How did he pull that one off? By being inclusive, by not being so caught up in his own little scenelet. Metal dudes wanted him to win because Haaga was once -- still is -- one of the most prominent musicians in that genre this city has produced. Indie rock dudes -- at least those who were in Bring Back the Guns -- wanted him to win, because Erik Bogle, that band's guitarist, played on Haaga's album. Hippies and roots rockers were pulling for him because Carolyn Wonderland, Chris King and Leesa Harrington-Squyres also played on the record. The old guard was rooting for him because people like Scott Ayers of the Pain Teens was on the album; some of the youngsters dig Haaga because Derek Dunivan's on there, too. Ramon Medina of Linus Pauling Quartet was pulling for Haaga because he believes, as I do, that the album freakin' rocks and is an ambitious masterwork of slightly surreal pop-rock genius, but that's another story.
What we're talking about here is this: When bands as diverse as LoneStar PornStar and Bring Back the Guns are both in your corner, you've done the Houston music equivalent of walking on water, and I half-expected to find fierce lions spooning little bitty lambs on the Meridian's curtained divans. (Hell, Haaga even looks a little like a beardless, bespectacled Jesus.) And since the working music community votes heavily in these awards, you're damn likely to win a few of 'em if you can unite those warring tribes the way he did.

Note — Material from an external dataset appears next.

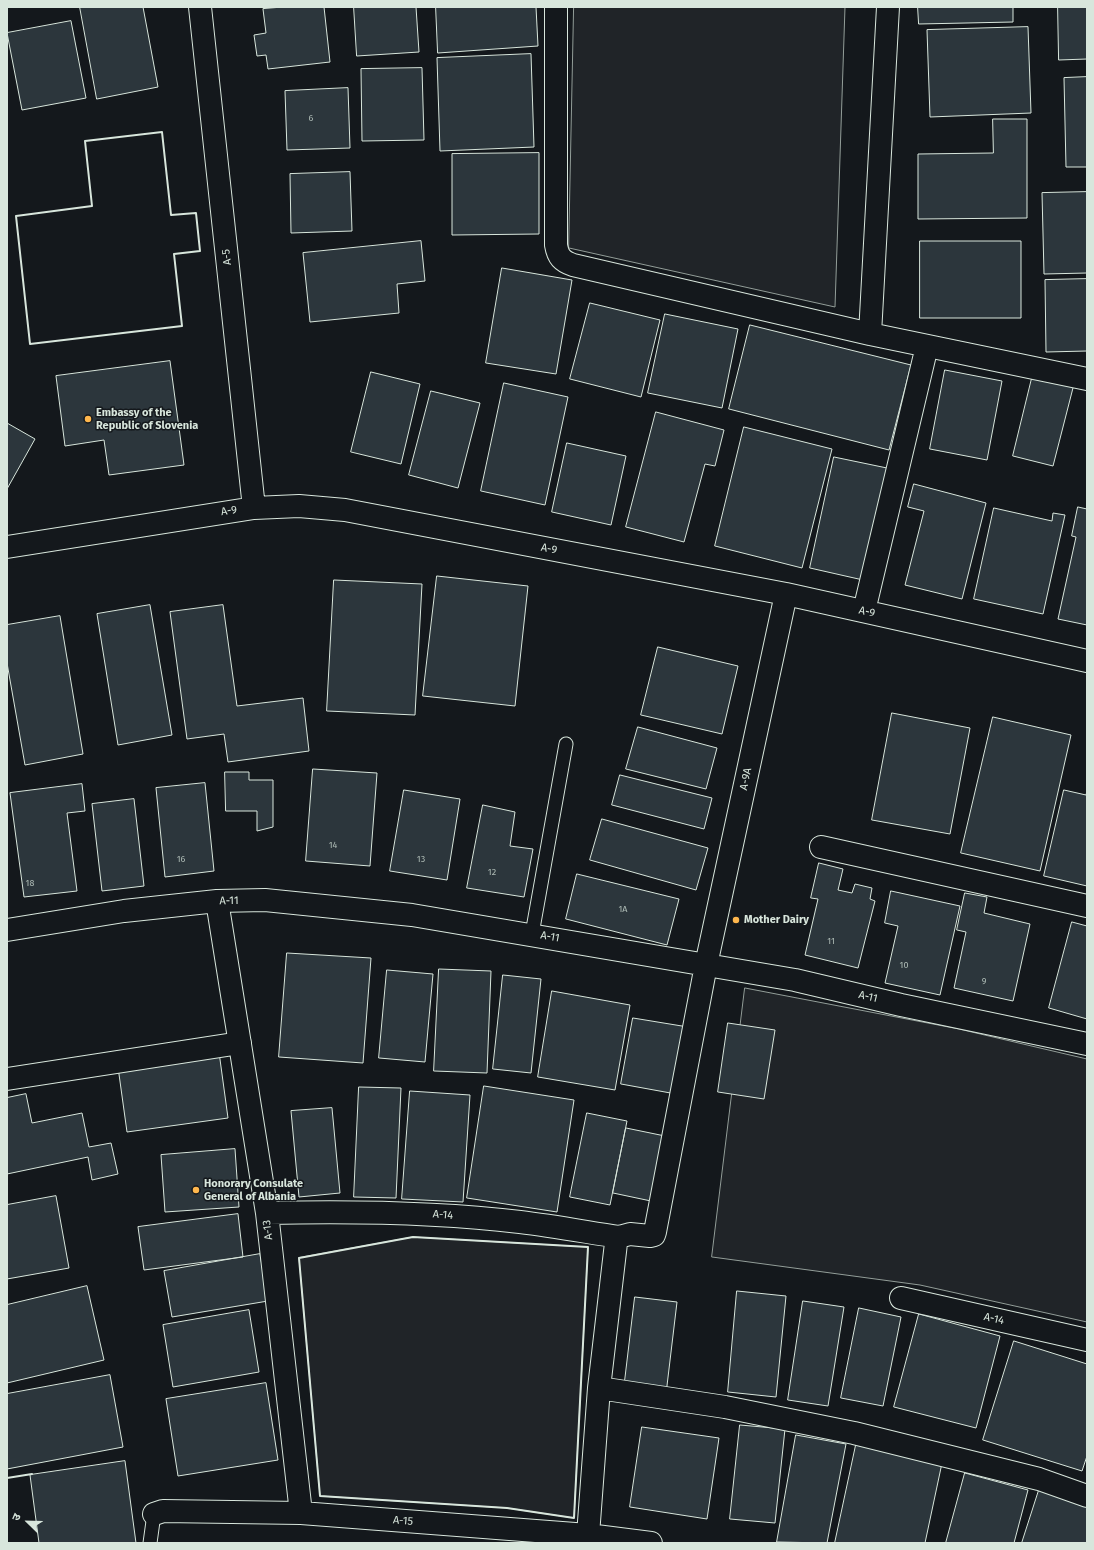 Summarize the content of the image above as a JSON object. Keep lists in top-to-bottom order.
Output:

"In Houston it always seemed to me that people were a little too uptight about music," a hungover and happy Haaga said the day after. "It's kinda corny to say so, but if somebody could make it and push things here, it's nothing but good for everybody. As David Letterman would say, 'It's not a competition -- no wagering!' "
Haaga was extremely gratified by his diversity of support. "That makes me feel really good, and I really do like all kinds of fuckin' music. Shit, Jason McMaster [Haaga's bass player] is about as metal as you can fuckin' get, and Erik Bogle's on the record, too. Hopefully that will send a message that music is just art and not a competition to be the coolest dude
But then it is great to win awards!" -- John Nova Lomax Best Jazz
Somewhere, Jimmy Smith must be smiling. It seems appropriate that the instrumental funk/ jazz/prog-rock Drop Trio should take top honors in the same year that the influential organist passed away. Drop Trio (Ian Varley on keyboards, Mike "Nuje" Blattel on drums and new member Patrick Flanagan on bass) trips the sound fantastic with its amalgamated "spaceship rock." "We are totally honored," Varley said after collecting the first of three trophies. This year saw the band stretching even further with the experimental, totally improvised music on Leap, and fans could follow the group's live progression via extensive free full concert downloads from their Web site to compare different, jam-band-friendly versions of "Wreck of the Zephyr" and "Lefty's Alone." "Every single show, we're reaching for something totally new, and it's exciting," Varley said. "And when you hear a whole show, it has a different character than just individual songs." Hunched over his keyboards like a mad professor concentrating on his next experiment, he sets the standard for piano men by eliciting fat and funky tones out of his Hammond and Rhodes instruments -- all while sporting the best beard on the Houston music scene. Look for the band to release the self-explanatory Live at Cezannein late October. -- Bob Ruggiero
Best Male Vocalist
Best Roots Rock/Rockabilly
Just when you think Houston doesn't support its artists well or have much of an original music scene, something happens to you like what just happened to John Evans.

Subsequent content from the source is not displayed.